_PROBLEM DESCRIPTION_
The lines to copy are those in the records below that hold the word "align".

RECORD SET below:

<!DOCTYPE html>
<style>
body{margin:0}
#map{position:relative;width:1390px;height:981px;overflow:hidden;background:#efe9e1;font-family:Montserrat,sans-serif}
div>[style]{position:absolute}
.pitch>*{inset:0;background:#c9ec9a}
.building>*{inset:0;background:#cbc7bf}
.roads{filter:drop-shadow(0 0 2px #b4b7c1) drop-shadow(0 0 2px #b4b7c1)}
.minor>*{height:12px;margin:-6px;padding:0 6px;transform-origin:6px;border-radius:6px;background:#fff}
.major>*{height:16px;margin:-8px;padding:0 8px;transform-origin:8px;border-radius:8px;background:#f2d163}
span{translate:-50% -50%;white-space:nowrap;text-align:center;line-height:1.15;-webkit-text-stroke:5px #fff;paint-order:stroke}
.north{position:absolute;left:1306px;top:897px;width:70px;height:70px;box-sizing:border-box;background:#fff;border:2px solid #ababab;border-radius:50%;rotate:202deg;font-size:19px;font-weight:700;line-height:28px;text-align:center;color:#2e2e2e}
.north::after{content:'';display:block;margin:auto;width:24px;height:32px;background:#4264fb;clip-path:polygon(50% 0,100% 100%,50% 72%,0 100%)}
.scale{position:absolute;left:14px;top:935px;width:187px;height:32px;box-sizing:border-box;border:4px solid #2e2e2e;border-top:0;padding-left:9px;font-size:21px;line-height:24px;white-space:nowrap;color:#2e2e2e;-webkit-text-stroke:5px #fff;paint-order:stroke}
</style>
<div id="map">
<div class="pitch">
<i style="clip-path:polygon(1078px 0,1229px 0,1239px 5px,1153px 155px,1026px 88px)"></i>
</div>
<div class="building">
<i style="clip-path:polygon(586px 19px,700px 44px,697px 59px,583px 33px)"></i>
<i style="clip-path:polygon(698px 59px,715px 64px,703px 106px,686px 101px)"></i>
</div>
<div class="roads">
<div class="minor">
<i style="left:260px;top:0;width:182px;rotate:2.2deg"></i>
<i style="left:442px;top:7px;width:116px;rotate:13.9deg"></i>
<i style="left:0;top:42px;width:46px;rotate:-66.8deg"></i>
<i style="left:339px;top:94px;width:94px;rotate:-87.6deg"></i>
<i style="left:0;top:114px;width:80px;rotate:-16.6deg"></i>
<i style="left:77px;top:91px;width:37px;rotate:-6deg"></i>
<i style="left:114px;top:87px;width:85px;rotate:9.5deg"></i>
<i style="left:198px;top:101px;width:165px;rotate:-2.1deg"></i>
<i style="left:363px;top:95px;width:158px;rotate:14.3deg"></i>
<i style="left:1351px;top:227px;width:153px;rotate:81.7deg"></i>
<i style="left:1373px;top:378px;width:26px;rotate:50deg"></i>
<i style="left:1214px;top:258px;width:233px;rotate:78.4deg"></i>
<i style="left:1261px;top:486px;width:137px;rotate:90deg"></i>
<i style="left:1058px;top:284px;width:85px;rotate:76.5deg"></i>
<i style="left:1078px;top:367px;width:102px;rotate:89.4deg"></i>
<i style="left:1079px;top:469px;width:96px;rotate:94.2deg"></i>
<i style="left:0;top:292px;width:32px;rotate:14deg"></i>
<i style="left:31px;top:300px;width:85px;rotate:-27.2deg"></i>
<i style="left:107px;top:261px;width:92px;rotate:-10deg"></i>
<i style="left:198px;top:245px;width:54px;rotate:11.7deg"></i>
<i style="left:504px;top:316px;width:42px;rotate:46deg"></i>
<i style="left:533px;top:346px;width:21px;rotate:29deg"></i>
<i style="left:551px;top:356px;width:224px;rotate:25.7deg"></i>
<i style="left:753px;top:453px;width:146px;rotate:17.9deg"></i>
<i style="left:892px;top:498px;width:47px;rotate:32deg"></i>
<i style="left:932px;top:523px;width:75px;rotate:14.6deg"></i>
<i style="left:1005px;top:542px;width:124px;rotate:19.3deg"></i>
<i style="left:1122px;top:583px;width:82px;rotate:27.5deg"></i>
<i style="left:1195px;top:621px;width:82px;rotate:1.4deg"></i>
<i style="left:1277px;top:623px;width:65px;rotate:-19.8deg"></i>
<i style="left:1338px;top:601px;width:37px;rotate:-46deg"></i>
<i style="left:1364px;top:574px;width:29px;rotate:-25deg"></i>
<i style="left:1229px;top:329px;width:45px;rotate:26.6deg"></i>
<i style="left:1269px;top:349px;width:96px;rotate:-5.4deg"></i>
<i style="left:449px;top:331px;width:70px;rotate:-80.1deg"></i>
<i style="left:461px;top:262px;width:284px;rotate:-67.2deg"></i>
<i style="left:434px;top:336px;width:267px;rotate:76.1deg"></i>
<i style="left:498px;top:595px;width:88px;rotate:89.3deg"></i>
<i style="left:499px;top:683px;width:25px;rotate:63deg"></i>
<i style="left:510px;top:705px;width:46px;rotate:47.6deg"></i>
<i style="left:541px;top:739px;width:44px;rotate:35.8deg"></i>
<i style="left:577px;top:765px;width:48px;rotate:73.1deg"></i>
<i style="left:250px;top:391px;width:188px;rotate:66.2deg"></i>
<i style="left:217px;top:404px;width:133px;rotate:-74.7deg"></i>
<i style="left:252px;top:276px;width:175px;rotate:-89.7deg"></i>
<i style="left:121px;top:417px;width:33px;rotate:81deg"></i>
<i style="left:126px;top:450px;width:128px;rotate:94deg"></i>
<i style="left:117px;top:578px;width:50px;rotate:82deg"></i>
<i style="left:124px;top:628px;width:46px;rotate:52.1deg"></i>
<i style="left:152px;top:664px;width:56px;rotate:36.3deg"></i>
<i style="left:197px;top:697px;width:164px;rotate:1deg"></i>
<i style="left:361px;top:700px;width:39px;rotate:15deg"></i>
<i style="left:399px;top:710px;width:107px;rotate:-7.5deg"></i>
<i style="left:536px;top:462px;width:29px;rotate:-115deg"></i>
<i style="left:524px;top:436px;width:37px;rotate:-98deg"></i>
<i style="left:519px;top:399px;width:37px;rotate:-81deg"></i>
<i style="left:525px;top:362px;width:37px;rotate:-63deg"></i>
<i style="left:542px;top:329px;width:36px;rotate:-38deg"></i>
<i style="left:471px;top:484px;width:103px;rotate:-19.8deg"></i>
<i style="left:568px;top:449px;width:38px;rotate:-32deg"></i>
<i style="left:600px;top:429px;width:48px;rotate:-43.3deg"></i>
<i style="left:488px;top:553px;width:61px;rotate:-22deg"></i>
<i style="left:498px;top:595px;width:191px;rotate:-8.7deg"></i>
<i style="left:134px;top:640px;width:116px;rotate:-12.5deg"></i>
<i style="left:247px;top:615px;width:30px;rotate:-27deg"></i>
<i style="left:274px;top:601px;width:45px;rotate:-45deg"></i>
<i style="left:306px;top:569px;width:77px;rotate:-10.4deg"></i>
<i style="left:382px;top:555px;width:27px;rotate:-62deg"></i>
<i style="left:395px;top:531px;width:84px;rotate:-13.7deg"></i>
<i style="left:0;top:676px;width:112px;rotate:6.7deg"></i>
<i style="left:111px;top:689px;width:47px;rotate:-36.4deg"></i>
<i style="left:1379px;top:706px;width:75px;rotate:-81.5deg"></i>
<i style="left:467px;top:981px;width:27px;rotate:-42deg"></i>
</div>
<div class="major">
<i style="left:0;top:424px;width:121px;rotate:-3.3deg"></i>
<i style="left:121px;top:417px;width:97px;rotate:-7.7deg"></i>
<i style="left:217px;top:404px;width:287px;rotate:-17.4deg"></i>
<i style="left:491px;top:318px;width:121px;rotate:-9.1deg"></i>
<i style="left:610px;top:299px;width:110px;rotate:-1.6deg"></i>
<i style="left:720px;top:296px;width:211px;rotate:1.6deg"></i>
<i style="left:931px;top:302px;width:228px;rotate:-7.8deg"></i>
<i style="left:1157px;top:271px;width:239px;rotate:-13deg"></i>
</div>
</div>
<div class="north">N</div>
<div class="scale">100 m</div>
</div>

End of RECORD SET.

_YOUR SOLUTION_
span{translate:-50% -50%;white-space:nowrap;text-align:center;line-height:1.15;-webkit-text-stroke:5px #fff;paint-order:stroke}
.north{position:absolute;left:1306px;top:897px;width:70px;height:70px;box-sizing:border-box;background:#fff;border:2px solid #ababab;border-radius:50%;rotate:202deg;font-size:19px;font-weight:700;line-height:28px;text-align:center;color:#2e2e2e}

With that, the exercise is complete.